The point of the exercise is not to be 10 in everything. That is nearly impossible. The point is to find uncontested market space. So what opportunities exist for financial advisors given the current situation? The evidence would seem to suggest that advisors should not manage money directly.
As you can see from the chart above, the average financial advisor is great at goal setting, education, personalization but score poorly in fees and investment performance. Obviously there are advisors that perform well for their clients but the general perception is that fees erode performance. A solution to combat the threat of robo-advisors is not to manage money at all. Either outsource it to a robo-advisor, an inexpensive 3rd party money manager or become a coach and encourage clients to do their own buying and selling.
There is no advantage in offering a broadly diversified passive portfolio. As Michael Kitces says “Building a well-diversified passive strategic portfolio is on its way to being totally commoditized“. A less revolutionary approach to ridding yourself of money management has been advocated by people such as Deborah Fox of Fox Financial Planning Network, who suggests that a two tier service level could be the best approach for advisors. For some, even this is drastic.
The Blue Ocean Strategy offers other suggestions for advisors. For example, selling your skills to a new industry e.g. Employer retirement plans, institutions or getting into business planning. There is also the option to cut across client groups e.g. (Having a price point between robos and existing advisors and simply providing online advice).

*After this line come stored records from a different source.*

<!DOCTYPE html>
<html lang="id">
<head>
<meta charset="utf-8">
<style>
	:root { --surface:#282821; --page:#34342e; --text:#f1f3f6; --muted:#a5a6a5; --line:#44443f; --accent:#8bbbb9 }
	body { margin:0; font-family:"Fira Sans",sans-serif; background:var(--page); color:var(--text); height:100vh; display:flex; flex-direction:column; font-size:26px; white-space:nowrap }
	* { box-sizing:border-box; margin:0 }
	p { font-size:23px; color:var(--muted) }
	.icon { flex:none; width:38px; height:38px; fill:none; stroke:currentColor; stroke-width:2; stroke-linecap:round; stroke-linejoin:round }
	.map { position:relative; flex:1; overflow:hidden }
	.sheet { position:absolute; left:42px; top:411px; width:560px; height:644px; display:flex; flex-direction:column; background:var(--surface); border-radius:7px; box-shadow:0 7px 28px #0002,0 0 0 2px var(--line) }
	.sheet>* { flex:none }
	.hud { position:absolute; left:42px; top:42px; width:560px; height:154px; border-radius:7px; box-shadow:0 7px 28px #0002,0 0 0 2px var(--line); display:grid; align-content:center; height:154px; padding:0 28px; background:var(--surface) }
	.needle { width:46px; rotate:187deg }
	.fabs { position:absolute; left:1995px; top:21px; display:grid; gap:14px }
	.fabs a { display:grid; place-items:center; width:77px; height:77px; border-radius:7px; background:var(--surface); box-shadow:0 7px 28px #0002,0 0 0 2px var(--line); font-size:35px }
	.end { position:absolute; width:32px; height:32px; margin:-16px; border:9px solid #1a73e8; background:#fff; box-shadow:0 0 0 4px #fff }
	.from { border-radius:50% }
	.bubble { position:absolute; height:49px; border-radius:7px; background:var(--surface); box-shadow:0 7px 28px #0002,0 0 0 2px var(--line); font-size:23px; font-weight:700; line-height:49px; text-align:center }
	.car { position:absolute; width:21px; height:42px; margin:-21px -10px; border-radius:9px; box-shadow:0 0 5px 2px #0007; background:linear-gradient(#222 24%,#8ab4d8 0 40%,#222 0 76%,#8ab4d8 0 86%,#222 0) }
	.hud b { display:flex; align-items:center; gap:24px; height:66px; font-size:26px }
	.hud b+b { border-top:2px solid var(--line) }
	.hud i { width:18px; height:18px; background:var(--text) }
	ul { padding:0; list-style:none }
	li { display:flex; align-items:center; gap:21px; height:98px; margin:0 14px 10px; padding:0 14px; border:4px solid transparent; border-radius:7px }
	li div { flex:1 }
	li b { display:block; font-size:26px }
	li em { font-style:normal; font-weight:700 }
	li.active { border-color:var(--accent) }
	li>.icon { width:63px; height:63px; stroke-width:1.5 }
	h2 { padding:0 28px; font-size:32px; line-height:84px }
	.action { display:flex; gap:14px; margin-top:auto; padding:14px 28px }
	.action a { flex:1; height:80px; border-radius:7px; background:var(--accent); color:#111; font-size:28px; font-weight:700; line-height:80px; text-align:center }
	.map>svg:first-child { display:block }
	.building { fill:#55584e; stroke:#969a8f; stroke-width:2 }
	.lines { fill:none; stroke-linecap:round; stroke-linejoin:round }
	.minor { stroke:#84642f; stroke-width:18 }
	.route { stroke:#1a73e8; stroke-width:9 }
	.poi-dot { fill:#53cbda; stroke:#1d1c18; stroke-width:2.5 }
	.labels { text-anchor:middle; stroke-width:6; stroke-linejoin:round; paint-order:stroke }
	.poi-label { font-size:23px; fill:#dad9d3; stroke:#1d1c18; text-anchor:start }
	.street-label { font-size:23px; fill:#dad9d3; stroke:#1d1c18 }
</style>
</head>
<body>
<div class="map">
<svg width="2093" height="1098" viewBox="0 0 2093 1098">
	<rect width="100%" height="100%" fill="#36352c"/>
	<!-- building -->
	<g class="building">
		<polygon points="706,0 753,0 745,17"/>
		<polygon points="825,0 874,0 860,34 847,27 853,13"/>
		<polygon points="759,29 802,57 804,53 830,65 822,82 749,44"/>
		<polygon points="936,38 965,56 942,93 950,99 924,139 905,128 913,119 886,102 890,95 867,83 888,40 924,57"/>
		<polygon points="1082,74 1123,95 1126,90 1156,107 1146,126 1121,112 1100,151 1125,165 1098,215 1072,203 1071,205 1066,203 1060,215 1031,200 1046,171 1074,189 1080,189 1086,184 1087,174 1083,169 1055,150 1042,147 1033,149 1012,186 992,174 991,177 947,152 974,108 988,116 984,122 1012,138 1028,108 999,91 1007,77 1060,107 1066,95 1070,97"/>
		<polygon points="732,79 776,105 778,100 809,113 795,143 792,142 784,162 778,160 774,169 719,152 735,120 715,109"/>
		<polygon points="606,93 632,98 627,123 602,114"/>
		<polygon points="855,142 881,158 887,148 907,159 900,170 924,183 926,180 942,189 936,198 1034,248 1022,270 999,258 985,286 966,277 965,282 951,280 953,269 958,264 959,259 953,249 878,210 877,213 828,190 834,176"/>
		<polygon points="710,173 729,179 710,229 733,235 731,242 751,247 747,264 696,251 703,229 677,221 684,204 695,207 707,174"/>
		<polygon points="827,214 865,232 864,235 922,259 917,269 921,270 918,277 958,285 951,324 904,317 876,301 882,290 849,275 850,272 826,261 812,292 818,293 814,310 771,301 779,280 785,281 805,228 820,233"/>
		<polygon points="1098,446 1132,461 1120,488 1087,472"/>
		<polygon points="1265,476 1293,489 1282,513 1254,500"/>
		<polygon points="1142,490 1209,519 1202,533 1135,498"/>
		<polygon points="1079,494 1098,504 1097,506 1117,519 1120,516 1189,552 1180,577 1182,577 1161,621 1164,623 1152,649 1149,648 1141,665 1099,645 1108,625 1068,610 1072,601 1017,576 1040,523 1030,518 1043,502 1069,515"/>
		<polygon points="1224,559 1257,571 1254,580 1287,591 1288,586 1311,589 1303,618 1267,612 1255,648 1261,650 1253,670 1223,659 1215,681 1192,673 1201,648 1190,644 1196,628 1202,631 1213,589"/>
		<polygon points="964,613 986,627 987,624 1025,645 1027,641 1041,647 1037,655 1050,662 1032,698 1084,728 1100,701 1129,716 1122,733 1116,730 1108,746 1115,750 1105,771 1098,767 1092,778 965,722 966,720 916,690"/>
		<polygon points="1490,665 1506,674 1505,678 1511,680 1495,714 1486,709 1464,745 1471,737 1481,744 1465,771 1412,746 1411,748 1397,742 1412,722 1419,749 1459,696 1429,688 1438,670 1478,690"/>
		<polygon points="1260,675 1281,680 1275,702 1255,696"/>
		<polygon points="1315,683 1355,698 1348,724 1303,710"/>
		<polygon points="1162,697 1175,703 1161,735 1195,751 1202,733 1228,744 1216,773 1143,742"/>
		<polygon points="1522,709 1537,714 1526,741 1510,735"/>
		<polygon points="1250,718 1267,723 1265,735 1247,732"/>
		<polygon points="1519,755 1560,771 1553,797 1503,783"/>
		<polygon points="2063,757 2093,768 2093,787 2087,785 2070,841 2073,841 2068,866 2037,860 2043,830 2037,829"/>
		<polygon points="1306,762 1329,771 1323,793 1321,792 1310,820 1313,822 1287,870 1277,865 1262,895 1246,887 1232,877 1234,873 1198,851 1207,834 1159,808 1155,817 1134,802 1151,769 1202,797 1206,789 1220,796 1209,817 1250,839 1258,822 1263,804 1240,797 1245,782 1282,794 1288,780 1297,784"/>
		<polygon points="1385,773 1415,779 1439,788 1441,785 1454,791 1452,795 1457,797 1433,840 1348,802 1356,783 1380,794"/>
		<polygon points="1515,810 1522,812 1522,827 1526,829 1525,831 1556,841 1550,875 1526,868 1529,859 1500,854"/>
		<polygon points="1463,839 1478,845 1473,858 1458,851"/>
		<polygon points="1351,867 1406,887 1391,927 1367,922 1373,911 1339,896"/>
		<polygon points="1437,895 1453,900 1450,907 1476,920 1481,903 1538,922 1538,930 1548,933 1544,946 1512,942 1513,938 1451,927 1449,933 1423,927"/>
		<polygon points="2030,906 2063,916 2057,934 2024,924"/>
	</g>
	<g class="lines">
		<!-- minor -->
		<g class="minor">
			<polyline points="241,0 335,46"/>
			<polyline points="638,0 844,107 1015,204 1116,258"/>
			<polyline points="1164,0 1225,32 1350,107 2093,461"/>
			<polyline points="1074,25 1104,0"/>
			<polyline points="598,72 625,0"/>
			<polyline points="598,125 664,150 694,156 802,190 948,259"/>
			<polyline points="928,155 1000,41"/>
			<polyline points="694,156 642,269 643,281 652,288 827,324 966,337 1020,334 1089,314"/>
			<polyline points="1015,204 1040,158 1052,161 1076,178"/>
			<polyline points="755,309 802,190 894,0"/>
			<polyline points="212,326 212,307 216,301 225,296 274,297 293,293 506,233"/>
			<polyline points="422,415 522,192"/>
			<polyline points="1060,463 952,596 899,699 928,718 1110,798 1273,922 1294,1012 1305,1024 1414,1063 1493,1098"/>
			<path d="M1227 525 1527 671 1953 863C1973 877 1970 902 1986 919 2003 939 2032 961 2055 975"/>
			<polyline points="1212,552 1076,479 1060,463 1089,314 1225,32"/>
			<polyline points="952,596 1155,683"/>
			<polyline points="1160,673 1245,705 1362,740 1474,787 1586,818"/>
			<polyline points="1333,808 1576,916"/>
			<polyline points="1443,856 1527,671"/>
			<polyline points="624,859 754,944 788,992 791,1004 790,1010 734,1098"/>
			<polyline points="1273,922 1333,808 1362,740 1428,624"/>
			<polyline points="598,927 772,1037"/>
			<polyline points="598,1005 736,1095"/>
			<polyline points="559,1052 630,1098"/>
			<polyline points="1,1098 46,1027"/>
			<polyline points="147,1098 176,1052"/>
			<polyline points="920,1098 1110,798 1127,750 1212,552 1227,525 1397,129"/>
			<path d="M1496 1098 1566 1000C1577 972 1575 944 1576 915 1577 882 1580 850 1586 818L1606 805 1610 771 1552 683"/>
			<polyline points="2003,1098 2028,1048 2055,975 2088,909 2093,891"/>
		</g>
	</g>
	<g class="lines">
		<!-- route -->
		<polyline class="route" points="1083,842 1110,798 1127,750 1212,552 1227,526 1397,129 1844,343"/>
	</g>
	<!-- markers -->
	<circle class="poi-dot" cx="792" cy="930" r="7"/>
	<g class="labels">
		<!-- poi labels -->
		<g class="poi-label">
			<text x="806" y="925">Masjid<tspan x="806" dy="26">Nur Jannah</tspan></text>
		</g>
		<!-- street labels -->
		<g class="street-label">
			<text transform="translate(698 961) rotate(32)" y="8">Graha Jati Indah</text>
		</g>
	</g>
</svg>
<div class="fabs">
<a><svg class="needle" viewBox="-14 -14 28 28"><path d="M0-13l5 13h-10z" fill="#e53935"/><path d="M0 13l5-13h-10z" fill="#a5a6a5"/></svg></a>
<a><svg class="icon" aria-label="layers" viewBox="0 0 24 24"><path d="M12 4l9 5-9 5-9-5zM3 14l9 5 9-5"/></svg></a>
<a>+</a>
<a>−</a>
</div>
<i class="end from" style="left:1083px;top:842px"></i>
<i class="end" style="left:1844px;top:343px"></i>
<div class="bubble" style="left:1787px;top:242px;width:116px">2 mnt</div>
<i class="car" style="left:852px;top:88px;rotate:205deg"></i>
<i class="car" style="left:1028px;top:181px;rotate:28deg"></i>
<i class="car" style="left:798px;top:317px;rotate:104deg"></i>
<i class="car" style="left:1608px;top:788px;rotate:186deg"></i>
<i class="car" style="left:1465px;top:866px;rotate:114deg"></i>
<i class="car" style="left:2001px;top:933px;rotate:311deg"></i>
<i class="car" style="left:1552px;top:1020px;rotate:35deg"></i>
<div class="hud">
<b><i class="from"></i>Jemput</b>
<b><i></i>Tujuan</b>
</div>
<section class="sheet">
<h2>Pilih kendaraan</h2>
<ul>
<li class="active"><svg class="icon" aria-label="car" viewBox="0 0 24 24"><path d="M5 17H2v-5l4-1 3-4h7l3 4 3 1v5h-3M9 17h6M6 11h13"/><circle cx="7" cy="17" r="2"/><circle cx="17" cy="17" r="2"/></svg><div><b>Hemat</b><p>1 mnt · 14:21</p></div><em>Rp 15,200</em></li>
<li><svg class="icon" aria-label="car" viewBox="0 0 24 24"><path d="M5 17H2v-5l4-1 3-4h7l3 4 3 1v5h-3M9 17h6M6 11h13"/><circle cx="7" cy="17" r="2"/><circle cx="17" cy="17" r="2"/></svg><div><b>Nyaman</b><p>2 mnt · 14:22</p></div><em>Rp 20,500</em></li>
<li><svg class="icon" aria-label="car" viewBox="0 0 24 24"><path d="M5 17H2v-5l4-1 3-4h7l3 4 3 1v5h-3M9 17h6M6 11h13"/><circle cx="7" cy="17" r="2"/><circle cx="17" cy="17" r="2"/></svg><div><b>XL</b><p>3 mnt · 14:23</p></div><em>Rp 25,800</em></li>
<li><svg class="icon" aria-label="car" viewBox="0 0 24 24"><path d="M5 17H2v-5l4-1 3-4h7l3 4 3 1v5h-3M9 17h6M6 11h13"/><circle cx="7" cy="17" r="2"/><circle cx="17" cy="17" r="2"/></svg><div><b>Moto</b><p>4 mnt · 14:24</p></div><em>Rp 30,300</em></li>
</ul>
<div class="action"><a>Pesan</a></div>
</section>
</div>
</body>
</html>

What would I do if I were a new financial advisor?
I like to think what would I do if I were a brand new financial advisor (admittedly an easier situation than converting an existing business). I suspect I would probably partner with a robo-advisor to do the investment management, provide online financial advice (so I could be nationwide) and focus on a particular sort of client base (e.g. entrepreneurs, doctors, lawyers, people 50-55).
There is a gap in the market between robos and traditional advice. Vanguard and Personal Capital have attempted to enter it with their hybrid model and I believe they will be successful. Therefore an advisor will need a specialism (e.g. doctors, military personnel etc) where Vanguard can’t compete because of their scale. You can charge more than Vanguard (whose fees start at $300 a year) and anchor your pricing next to something that has nothing to do with financial advice but people pay a lot more for e.g cable tv.
You are probably thinking this doesn’t sound like a very scalable business. I disagree by attracting clients who have never bought financial advice I believe it would be possible to create a profitable sustainable business (though it may very well be smaller than what you have today). Walmart is not the only food retailer (just look at Whole Foods) and therefore Wealthfront or Vanguard don’t have to be the only people selling financial advice.
In the long run (10+ years) I can’t help but see financial advice being broken into three categories. Swiss style white glove service for multi millionaires, primarily online hybrid services, and do it yourself robo-advisors. I believe the best bet for advisors is to offer a hybrid service. It’s the only relatively uncontested market place that exists.